→ **Exercise description**: Give the number of lines in the entries below that hold "they", with no accompanying words.

→ **Input**:
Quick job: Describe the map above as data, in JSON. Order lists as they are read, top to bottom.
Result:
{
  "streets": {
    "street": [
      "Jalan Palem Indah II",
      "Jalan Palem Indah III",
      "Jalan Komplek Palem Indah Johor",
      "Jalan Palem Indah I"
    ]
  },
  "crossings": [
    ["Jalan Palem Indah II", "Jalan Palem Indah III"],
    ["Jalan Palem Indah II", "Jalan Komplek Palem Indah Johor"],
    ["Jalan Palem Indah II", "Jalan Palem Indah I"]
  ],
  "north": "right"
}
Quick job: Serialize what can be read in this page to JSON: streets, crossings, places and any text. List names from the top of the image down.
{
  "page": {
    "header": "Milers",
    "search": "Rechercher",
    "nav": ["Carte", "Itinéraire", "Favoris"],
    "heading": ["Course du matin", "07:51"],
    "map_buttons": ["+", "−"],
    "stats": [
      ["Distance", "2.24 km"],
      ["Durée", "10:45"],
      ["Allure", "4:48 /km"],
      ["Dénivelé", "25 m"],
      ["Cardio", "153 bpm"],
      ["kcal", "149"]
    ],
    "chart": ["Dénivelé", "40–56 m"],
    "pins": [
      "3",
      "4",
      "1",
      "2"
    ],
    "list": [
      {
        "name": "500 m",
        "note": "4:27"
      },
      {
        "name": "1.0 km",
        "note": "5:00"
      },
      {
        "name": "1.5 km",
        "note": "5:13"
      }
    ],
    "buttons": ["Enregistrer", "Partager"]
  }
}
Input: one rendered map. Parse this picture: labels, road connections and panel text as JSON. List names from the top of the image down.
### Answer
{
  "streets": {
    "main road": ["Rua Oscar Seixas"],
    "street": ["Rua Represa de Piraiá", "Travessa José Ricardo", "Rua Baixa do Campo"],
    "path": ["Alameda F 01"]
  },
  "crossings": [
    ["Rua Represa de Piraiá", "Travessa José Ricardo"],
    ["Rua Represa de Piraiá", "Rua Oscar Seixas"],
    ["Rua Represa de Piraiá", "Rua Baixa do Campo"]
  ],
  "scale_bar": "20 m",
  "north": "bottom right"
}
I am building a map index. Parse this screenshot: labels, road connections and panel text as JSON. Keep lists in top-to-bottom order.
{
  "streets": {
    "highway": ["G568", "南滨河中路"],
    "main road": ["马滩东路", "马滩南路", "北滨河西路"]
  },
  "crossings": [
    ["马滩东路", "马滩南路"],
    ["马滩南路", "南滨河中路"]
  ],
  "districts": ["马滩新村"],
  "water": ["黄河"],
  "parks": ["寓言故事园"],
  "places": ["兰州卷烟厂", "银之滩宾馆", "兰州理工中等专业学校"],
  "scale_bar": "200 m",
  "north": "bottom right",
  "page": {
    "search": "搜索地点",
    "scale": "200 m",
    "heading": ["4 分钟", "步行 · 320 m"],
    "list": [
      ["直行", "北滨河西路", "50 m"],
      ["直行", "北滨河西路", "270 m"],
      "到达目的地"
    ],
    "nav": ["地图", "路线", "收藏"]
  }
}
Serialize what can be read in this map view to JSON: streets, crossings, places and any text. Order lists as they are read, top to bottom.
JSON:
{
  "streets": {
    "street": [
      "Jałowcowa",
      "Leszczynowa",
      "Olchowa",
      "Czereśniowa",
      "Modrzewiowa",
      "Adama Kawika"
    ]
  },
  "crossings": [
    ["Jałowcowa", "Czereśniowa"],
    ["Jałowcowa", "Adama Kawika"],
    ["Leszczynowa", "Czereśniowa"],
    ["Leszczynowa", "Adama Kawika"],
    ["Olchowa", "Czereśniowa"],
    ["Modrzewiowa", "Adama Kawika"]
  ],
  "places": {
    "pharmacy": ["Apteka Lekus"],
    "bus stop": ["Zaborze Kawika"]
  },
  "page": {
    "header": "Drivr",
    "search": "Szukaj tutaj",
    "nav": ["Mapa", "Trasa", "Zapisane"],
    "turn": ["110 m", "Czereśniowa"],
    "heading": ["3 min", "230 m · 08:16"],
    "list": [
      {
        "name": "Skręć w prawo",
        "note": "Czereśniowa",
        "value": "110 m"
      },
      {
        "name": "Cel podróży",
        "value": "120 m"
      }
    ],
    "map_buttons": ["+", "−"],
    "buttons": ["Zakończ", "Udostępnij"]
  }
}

→ **Output of the exercise**: 2